I understand these issues as questions of promoting or discouraging values — what is good and what is bad is a product of how we understand and recognize goodness and badness in the actions of others and then ourselves. We recognize and understand those things through the expression of values and value systems. This doesn’t mean “good” and “bad” are random or relative, strictly speaking, but they are situational.

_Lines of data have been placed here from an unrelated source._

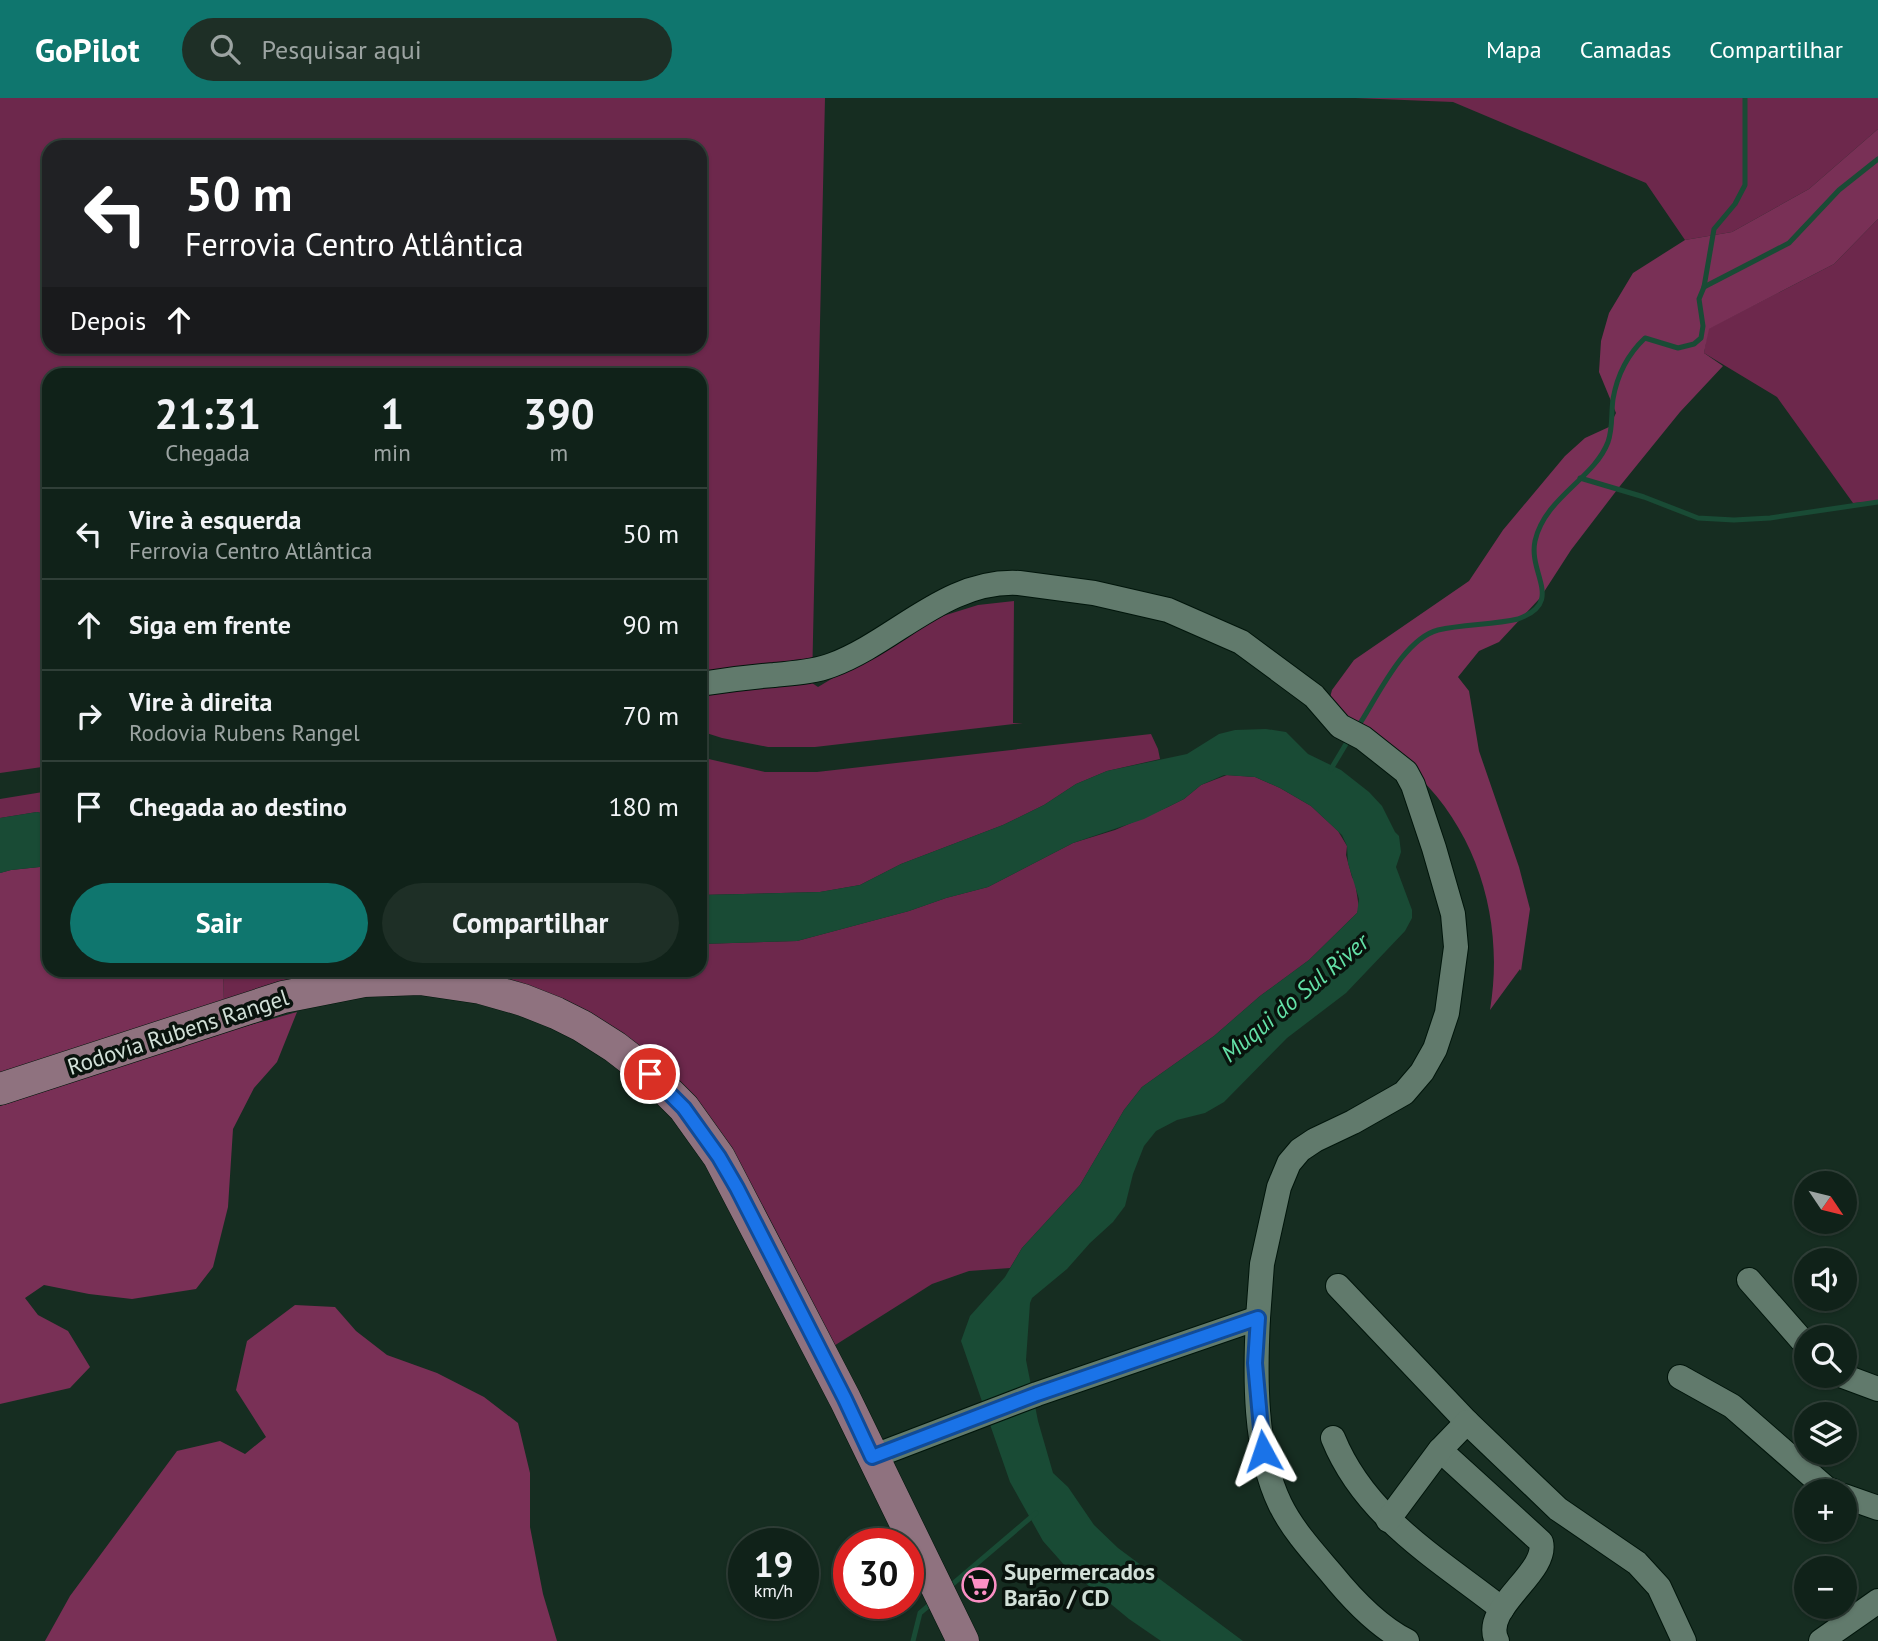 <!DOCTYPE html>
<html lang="pt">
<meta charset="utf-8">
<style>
body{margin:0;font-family:"PT Sans",sans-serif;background:#1e2f26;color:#f1f3f6;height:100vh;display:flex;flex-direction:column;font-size:26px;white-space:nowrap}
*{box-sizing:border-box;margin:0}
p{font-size:23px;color:#9ca4a2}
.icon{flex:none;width:38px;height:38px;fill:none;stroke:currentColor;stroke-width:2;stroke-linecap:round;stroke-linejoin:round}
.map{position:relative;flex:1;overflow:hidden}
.side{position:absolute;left:42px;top:270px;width:665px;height:609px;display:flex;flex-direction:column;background:#102219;border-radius:21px;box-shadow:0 2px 5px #0004,0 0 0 2px #303f38}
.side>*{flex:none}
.top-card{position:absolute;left:42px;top:42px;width:665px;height:214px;border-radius:21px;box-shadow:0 2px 5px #0004,0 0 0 2px #303f38;background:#202124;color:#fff;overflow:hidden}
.needle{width:46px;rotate:125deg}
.tools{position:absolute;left:1794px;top:1073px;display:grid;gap:14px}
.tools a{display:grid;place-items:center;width:63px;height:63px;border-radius:50%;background:#102219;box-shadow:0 2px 5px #0004,0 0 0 2px #303f38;font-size:35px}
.speed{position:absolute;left:728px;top:1430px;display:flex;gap:14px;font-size:35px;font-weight:700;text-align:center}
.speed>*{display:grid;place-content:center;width:91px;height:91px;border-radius:50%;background:#102219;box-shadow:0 2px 5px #0004,0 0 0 2px #303f38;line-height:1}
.speed small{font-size:18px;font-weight:400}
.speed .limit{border:10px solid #d22;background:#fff;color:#111}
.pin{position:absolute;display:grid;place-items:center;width:60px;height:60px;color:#fff;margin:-30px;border:4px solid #fff;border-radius:50%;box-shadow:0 2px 7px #0007}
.me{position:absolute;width:77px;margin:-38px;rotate:355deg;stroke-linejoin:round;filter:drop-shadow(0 0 5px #0008)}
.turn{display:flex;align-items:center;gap:24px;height:147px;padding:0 28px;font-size:32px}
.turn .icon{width:91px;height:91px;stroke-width:2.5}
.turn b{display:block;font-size:49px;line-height:60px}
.then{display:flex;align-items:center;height:66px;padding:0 28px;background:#0003;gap:14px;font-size:26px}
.eta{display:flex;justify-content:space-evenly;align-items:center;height:119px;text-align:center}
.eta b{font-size:42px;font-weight:800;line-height:49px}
.button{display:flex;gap:14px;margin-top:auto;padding:14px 28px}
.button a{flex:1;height:80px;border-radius:42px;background:#0f766e;color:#fff;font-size:28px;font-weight:800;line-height:80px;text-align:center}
.button a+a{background:#1e2f26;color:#f1f3f6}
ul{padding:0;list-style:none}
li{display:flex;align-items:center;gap:21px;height:91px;padding:0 28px;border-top:2px solid #303f38}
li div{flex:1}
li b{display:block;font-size:26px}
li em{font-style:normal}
header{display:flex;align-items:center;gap:42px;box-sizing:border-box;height:98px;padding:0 35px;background:#0f766e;color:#fff}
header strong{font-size:33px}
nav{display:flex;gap:38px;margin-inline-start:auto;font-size:24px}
.search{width:490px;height:63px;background:#1e2f26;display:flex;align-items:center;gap:18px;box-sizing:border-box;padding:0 24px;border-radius:38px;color:#9ca4a2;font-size:26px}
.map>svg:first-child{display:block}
.green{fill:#6d284c;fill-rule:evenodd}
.forest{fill:#793056}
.water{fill:#194b35}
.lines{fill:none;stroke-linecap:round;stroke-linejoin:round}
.stream{stroke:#194b35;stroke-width:5}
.minor-casing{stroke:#01150b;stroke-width:26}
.major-casing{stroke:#01150b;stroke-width:33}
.minor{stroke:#617a6c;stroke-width:24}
.major{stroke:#8f727f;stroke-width:32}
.route-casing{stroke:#114b97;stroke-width:18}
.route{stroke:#1a73e8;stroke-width:12}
.labels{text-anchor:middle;stroke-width:7;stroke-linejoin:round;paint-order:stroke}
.street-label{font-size:23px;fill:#d2e0d8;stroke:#09130d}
.poi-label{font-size:23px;font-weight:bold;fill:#d2e0d8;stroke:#09130d;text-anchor:start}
.water-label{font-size:24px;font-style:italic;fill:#63e0a6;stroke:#09130d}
</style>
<header>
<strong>GoPilot</strong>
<div class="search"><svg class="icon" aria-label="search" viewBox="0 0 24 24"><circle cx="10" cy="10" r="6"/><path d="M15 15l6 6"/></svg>Pesquisar aqui</div>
<nav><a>Mapa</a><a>Camadas</a><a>Compartilhar</a></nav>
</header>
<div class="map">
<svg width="1878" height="1543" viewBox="0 0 1878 1543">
<rect width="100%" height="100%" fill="#162d21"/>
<g class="green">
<path d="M 0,0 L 825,0 L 812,585 L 818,589 L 930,522 L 978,507 L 1014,503 L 1013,625 L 1023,625 L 815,649 L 768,649 L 722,640 L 700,633 L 700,276 L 49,276 L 49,530 C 40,545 40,565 49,580 L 49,668 L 0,675 ZM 49,49 L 700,49 L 700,248 L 49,248 Z"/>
<path d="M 1355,0 L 1878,0 L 1878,31 L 1809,91 L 1732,134 L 1685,142 L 1646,85 L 1453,4 Z"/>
<path d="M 1878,121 L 1878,403 L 1853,405 L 1777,299 L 1704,255 L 1708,231 L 1834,166 Z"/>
<path d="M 1151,636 L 1158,651 L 1160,661 L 1107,673 L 1076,686 L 1044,707 L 1003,727 L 901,766 L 860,787 L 820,794 L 700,797 L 700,659 L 765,674 L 817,674 Z"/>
<path d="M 1227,677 L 1255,679 L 1280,690 L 1311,708 L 1338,733 L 1347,748 L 1346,757 L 1352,779 L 1355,784 L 1359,810 L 1357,815 L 1309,862 L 1260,898 L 1214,938 L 1142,989 L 1124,1012 L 1080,1087 L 1022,1150 L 1010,1170 L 969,1173 L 932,1186 L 829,1251 L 730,1053 L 504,884 L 224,907 L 223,872 L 700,872 L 700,846 L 797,843 L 909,813 L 946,800 L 988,789 L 1073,745 L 1115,732 L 1168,709 L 1184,701 L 1201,687 Z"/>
<path d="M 49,693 L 49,717 L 37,714 L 0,720 L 0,701 Z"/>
</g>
<g class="forest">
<path d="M 1878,31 L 1878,121 L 1834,166 L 1709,231 L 1704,255 L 1723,268 L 1680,314 L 1620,388 L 1571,452 L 1540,500 L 1499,544 L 1479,553 L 1458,579 L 1469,593 L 1479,653 L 1519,769 L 1530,811 L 1521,873 L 1520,871 L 1490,912 C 1504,828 1481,740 1419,679 C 1411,670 1398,664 1388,657 C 1368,643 1347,629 1326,614 L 1332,592 L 1354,562 L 1469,483 L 1503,432 L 1565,358 L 1585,340 L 1609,329 L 1616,315 L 1599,274 L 1601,243 L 1609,215 L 1633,175 L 1685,142 L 1732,134 L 1809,91 Z"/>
<path d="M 49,768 L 49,872 L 223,872 L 224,907 L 0,982 L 0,775 L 11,772 Z"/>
<path d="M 297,914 L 277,964 L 254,990 L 233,1031 L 228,1109 L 213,1169 L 196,1191 L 132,1201 L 89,1196 L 44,1187 L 25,1200 L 38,1217 L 68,1233 L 90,1269 L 70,1290 L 0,1306 L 0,1008 L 232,932 Z"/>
<path d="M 295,1207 L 335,1209 L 356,1233 L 387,1257 L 437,1275 L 484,1299 L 518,1325 L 530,1375 L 530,1429 L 543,1496 L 557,1543 L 45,1543 L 70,1498 L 177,1353 L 220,1343 L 245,1356 L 266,1339 L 236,1292 L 247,1243 Z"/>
</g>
<g class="water">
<path d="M 1266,631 L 1286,634 L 1308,656 L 1341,672 L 1369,694 L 1382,708 L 1395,734 L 1399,738 L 1401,754 L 1396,769 L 1412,812 L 1412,820 L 1405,833 L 1346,895 L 1287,940 L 1224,1004 L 1205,1015 L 1177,1022 L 1156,1033 L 1144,1048 L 1133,1076 L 1125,1108 L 1113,1124 L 1090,1145 L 1067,1171 L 1032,1200 L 1030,1205 L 1026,1262 L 1038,1323 L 1053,1375 L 1068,1389 L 1094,1427 L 1118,1450 L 1243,1543 L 1161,1543 L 1129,1521 L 1066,1469 L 1043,1443 L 1010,1384 L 961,1243 L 970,1218 L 1005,1179 L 1022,1150 L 1080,1087 L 1124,1012 L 1142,989 L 1214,938 L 1260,898 L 1309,862 L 1357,815 L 1359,801 L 1348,765 L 1347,748 L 1342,737 L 1311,708 L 1280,690 L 1255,679 L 1224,677 L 1201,687 L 1184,701 L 1144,721 L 1073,745 L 988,789 L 946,800 L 909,813 L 797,843 L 700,846 L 700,797 L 820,794 L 860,787 L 901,766 L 1003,727 L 1044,707 L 1076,686 L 1107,673 L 1187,656 L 1219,636 L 1235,632 Z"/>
<path d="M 37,714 L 49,717 L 49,768 L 11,772 L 0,775 L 0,720 Z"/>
</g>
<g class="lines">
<g class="stream">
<path d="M 1704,189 L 1789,145 L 1839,92 L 1878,61"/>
<path d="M 1580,380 L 1644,399 L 1698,420 L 1734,422 L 1770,420 L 1878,404"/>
<path d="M 1357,630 C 1376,602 1403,541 1438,532 C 1464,526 1492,527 1518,521 C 1565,504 1528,476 1535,443 C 1545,399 1594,381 1608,344 C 1613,330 1611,315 1613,301 C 1617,278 1628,256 1645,240 L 1678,250 L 1694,246 L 1701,240 L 1703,228 L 1699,201 L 1704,189 L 1714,131 L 1735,106 L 1745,87 L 1745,0"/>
<path d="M 1331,671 L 1349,641"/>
<path d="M 948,1490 L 1036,1415"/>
<path d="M 913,1543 L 920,1515 L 933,1504"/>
</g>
<defs>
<g id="minor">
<path d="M 700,586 C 725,582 749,579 774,577 C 793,575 814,574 832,567 C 896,543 946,481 1019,485 L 1094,495 L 1168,512 L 1241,544 L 1314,598 L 1340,628 L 1363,640 L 1406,674 L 1413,687 L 1434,750 L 1453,816 L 1456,849 L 1447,915 L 1435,951 L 1422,974 L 1404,995 L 1353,1024 L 1315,1042 L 1300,1052 L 1289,1065 L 1279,1089 L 1262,1166 L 1258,1220"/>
<path d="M 1749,1182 L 1806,1247"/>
<path d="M 1338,1188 L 1467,1324"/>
<path d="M 1843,1278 L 1878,1291"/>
<path d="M 1680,1279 L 1732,1308 L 1827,1391 L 1833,1393"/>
<path d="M 1333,1340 C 1365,1419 1437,1460 1502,1511"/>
<path d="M 1440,1352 L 1541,1444 C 1549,1475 1480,1510 1497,1543"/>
<path d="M 872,1359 L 1037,1296 L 1258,1220 C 1255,1278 1254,1352 1280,1406 C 1292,1431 1313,1454 1331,1475 C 1352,1501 1377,1528 1407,1543"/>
<path d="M 1844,1398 L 1878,1410"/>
<path d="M 1388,1422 L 1440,1352 L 1467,1324 L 1558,1411 L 1637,1465 L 1659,1489 L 1684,1543"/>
<path d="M 1821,1543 L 1878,1503"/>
</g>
<path id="major" d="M 0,991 L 283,899 L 364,883 L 420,881 L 481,890 L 523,902 L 556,915 L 582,928 L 615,949 L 650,976 L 684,1010 L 719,1059 L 845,1301 L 963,1543"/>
</defs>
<use href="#minor" class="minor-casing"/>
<use href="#major" class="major-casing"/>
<use href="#minor" class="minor"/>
<use href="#major" class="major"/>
</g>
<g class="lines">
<defs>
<path id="route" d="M 650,976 L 684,1010 L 719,1059 L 737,1090 L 845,1301 L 872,1359 L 1037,1296 L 1258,1220 L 1255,1265 L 1263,1353"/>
</defs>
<use href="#route" class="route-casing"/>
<use href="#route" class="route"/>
</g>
<defs>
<symbol id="supermarket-ring" viewBox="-11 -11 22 22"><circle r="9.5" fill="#09130d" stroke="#fb8fc4" stroke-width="1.5"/><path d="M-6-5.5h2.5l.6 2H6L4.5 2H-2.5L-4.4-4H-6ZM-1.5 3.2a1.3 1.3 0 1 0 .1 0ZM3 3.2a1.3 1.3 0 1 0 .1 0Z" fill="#fb8fc4"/></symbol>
</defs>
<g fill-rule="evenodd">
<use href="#supermarket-ring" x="960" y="1468" width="38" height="38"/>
</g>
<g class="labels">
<g class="street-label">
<text transform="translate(178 934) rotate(-18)" y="8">Rodovia Rubens Rangel</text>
</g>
<g class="poi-label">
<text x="1004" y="1482">Supermercados<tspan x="1004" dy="26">Barão / CD</tspan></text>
</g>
<g class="water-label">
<text transform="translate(1295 900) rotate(-40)" y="8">Muqui do Sul River</text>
</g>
</g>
</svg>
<div class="tools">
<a><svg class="needle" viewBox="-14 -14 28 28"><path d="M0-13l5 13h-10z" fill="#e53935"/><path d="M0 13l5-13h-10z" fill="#9ca4a2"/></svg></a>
<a><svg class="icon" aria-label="sound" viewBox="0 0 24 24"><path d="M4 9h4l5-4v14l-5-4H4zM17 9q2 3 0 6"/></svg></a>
<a><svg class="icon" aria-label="search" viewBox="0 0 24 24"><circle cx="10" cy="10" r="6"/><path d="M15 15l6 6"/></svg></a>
<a><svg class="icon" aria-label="layers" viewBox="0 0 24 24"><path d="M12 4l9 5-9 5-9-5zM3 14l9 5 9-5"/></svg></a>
<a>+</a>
<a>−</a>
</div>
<div class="speed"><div>19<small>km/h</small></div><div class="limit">30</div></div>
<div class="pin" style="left:650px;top:976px;background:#d93025"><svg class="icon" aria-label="arrive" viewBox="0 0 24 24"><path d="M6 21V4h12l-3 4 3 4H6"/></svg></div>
<svg class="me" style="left:1263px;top:1353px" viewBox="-20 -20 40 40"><path d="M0-17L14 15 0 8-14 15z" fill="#1a73e8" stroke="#fff" stroke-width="4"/></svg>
<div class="top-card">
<div class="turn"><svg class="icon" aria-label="left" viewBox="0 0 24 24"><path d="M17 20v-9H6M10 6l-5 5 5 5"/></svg><div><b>50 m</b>Ferrovia Centro Atlântica</div></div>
<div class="then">Depois<svg class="icon" aria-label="ahead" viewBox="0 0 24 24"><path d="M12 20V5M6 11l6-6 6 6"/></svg></div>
</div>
<section class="side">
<div class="eta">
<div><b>21:31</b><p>Chegada</p></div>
<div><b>1</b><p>min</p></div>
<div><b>390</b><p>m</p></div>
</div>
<ul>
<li><svg class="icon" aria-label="left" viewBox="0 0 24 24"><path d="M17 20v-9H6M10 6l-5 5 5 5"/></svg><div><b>Vire à esquerda</b><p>Ferrovia Centro Atlântica</p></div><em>50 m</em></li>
<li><svg class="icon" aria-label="ahead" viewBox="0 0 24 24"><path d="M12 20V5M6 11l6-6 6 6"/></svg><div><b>Siga em frente</b></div><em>90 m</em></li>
<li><svg class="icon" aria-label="right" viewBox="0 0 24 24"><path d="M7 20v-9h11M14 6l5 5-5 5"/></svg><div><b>Vire à direita</b><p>Rodovia Rubens Rangel</p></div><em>70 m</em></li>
<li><svg class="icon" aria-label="arrive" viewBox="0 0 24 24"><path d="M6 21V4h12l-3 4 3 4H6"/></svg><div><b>Chegada ao destino</b></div><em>180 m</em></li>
</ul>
<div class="button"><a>Sair</a><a>Compartilhar</a></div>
</section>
</div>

In the literature on science and engineering ethics (that subset of “ethics” I know more closely), I’ve found most useful those studies that seek to find how value systems are promoted, encouraged, shunned, and discussed within organizations. Answers to those value system issues come from attention to organizational structure, and to the modes through which the values become apparent to members of those groups. Be it a corporation, a classroom, a laboratory, a military unit, a prison, a governmental agency, or other, people live and work within systems that define acceptable values. It isn’t a matter of structure alone — that values are handed down to us from on-high, and as part of elaborate social structures (like economic, or political, or class structures, e.g.) that offer individuals no opportunity for resistance or disagreement — nor is it just a matter of simple or direct individual choice. But at the meso-level where structure and agency intermingle, where individuals work within broader structures to affect change and to respond, accede to, and resist the constraints placed upon them, a lot of the interesting engineering ethics studies suggest, we find claims about what is good and what is bad. To push Zimbardo’s decades-old experiment, we would need more, not fewer, analyses of power in society, analyses that help us see how value systems that lead to “bad” outcomes are generated through the organizations of society that we build and work within. (And, since this is Scienceblogs, that couldn’t be answered by neuroscience alone.)
All the more distressing that Abu Ghraib, for one thing, was able to slide by the news cycles without more conversation on the demands given to the soldiers from the military heirarchy, and from the values of terrorist-fighting promoted in speech, policy, and direct action by the Bush Adminsitrsiotn as a whole (and far more than just Rumsfeld the individual).
As perhaps a side note, and an end to the post:
One wonders, then, what the notion of “progress” refers to. Are we getting “better” as a society? Are we getting anywhere? Within the value system that places scientific progress as the hallmark of humanity’s advance over the past, when could we –and could we ever — gain a degree of ethical, not just scientific, progress?